- **Collected data entries**
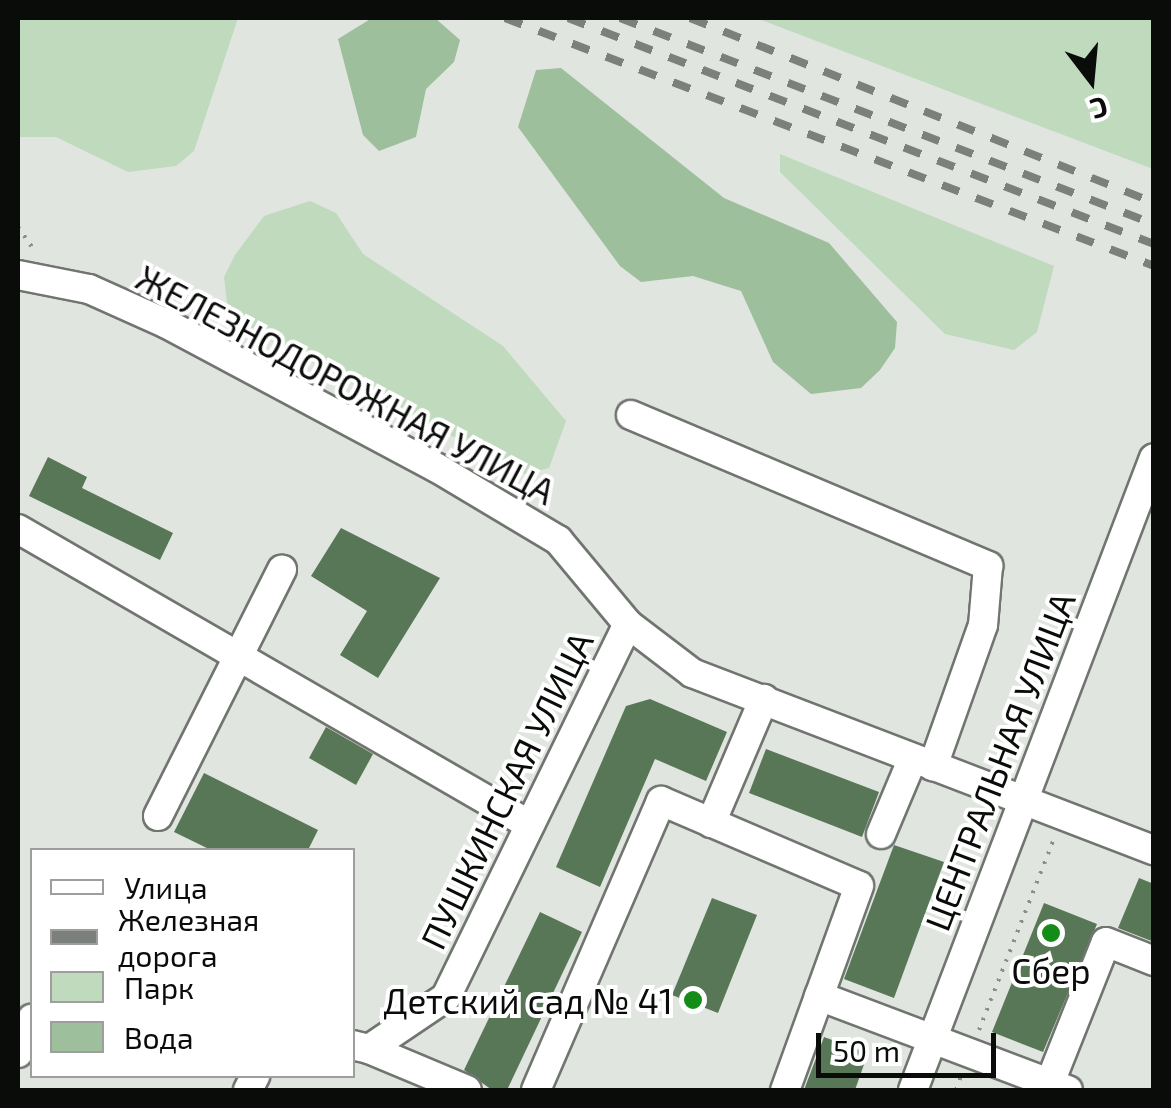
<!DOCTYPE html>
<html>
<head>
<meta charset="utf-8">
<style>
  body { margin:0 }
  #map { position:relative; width:1171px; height:1108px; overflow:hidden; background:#e0e5e0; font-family:"Exo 2",sans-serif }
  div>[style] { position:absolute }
  .green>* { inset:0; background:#bfdabd }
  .water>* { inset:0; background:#9dbf9b }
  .building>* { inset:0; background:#587756 }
  .path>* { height:4px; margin-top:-2px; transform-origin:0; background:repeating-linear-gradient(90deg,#8a8e8a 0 2.5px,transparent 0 10.5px) }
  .roads { filter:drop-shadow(2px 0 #717570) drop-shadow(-2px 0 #717570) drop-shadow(0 2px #717570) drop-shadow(0 -2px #717570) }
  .minor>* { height:28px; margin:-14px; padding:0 14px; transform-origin:14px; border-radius:14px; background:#fff }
  .rail>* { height:8px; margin-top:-4px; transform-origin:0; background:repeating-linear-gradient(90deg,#7c807c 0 18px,transparent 0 36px) }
  .dots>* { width:28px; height:28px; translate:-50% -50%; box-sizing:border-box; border:5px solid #fff; border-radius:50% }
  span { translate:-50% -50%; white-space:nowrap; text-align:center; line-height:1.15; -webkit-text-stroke:8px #fff; paint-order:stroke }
  .street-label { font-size:35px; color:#0a0c0a }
  .poi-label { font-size:35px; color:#0a0c0a }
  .right { translate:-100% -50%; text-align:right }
  .frame { position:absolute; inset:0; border:20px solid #0a0c0a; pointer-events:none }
  .legend { position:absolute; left:30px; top:848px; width:325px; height:230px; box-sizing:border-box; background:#fff; border:2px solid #9d9e9d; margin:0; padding:12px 18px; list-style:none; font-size:30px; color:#0a0c0a }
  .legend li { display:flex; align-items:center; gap:20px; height:50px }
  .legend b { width:50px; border:2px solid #9d9e9d }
  .north { position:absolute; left:1041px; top:30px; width:100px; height:100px; -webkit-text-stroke:8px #fff; paint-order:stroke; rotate:164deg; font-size:28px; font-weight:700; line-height:40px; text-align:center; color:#0a0c0a }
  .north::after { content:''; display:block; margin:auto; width:35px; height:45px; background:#0a0c0a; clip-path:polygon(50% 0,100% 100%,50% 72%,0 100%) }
  .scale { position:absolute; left:816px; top:1033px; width:180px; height:45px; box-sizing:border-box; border:5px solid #0a0c0a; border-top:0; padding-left:12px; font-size:30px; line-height:35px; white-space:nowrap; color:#0a0c0a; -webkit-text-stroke:8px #fff; paint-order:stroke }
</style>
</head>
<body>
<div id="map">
  <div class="green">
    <div style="clip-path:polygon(18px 18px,238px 18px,194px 151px,176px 166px,128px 172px,56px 137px,18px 137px)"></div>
    <div style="clip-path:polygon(756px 18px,1153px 18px,1153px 169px)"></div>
    <div style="clip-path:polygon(780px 154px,1054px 266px,1037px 332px,1014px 350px,945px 334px,780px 172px)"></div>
    <div style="clip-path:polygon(310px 201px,336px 213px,363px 254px,503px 346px,566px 421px,549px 468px,525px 474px,229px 319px,224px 277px,235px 255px,264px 216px)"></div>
  </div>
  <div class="water">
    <div style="clip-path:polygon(372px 18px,435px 18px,460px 40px,454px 62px,426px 89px,416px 137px,379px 151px,363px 135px,338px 39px)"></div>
    <div style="clip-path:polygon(561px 68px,724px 198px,829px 243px,897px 322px,895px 348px,880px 370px,861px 388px,811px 394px,773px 362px,741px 291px,693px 276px,641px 282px,620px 266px,518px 127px,536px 70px)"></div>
  </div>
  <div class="building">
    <div style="clip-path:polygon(48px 457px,87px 477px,82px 488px,173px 533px,160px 560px,29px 496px)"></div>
    <div style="clip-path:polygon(341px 528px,440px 578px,378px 678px,340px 655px,367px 611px,311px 576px)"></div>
    <div style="clip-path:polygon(650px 699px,727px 732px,706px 781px,655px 759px,600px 887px,556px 867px,626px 706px)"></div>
    <div style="clip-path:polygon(326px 727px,373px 754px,356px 785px,309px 758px)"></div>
    <div style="clip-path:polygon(766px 749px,879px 792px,862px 837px,749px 793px)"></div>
    <div style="clip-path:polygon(204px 773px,318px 830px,308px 850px,211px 850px,174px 832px)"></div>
    <div style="clip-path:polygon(894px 845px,944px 862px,894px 998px,844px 979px)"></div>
    <div style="clip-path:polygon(1139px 878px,1154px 884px,1154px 942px,1118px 928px)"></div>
    <div style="clip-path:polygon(712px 898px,757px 915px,718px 1013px,672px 995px)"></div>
    <div style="clip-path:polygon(1044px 903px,1097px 924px,1043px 1052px,992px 1032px)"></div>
    <div style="clip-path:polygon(540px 912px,582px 932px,507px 1090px,492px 1090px,464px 1070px)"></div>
    <div style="clip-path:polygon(824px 1037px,868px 1053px,855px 1090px,804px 1090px)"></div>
  </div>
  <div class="path">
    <div style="left:18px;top:227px;width:29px;rotate:55deg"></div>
    <div style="left:979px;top:1030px;width:205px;rotate:-68.6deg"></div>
    <div style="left:956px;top:1090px;width:15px;rotate:-70deg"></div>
  </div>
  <div class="roads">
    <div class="minor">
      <div style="left:18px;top:275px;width:72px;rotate:11.2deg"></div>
      <div style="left:89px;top:289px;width:85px;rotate:24.2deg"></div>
      <div style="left:167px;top:324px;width:306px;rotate:28.1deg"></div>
      <div style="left:437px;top:468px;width:141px;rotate:30.8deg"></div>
      <div style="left:558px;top:540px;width:109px;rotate:50.2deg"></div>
      <div style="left:628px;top:624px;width:81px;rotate:37.4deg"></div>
      <div style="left:692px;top:673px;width:495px;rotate:21deg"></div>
      <div style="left:631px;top:415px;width:388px;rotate:22.9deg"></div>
      <div style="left:988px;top:566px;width:59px;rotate:94.8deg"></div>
      <div style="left:983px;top:625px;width:150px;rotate:109.5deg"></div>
      <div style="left:18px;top:529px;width:591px;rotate:30.03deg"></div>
      <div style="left:158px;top:816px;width:276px;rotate:-63.3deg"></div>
      <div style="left:711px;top:823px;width:135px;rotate:-66.9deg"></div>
      <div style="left:881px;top:834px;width:82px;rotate:-67.2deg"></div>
      <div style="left:819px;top:996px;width:266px;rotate:20.7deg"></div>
      <div style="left:352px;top:1045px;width:17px;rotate:13deg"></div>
      <div style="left:369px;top:1049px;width:93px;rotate:-34deg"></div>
      <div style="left:446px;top:997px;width:415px;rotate:-64deg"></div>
      <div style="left:369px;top:1049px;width:106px;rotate:22.7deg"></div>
      <div style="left:18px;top:1053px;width:37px;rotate:-68deg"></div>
      <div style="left:248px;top:1090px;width:16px;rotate:-63deg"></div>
      <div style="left:536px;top:1090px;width:315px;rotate:-66.6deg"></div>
      <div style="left:661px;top:801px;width:215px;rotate:23.2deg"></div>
      <div style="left:859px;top:886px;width:217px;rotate:109.9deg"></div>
      <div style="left:913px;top:1090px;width:676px;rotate:-69.13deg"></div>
      <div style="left:1047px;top:1090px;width:159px;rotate:-68.3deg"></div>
      <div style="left:1106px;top:942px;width:52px;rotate:21.6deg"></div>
    </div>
  </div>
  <div class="rail">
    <div style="left:505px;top:18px;width:695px;rotate:20.91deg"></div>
    <div style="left:568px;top:18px;width:628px;rotate:21.09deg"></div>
    <div style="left:620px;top:18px;width:572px;rotate:21.1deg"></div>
    <div style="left:690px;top:18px;width:500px;rotate:21.7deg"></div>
  </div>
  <div class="dots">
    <div style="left:1051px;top:933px;background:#138d18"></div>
    <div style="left:693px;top:1000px;background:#138d18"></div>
  </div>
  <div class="street-label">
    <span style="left:346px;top:384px;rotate:28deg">ЖЕЛЕЗНОДОРОЖНАЯ УЛИЦА</span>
    <span style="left:999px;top:761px;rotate:-69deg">ЦЕНТРАЛЬНАЯ УЛИЦА</span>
    <span style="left:506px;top:790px;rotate:-64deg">ПУШКИНСКАЯ УЛИЦА</span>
  </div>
  <div class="poi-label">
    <span style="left:1051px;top:970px">Сбер</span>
    <span class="right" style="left:673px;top:1000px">Детский сад № 41</span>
  </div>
  <div class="frame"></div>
  <ul class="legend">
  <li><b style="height:12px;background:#fff"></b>Улица</li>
  <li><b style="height:12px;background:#7c807c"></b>Железная дорога</li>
  <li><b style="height:28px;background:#bfdabd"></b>Парк</li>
  <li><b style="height:28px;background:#9dbf9b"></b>Вода</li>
  </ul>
  <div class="north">С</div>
  <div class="scale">50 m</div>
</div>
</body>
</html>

- **YOUR INSTRUCTIONS**
Your answer should consist of all lines above that include the string "roads".

- **EXERCISE RESULT**
  .roads { filter:drop-shadow(2px 0 #717570) drop-shadow(-2px 0 #717570) drop-shadow(0 2px #717570) drop-shadow(0 -2px #717570) }
  <div class="roads">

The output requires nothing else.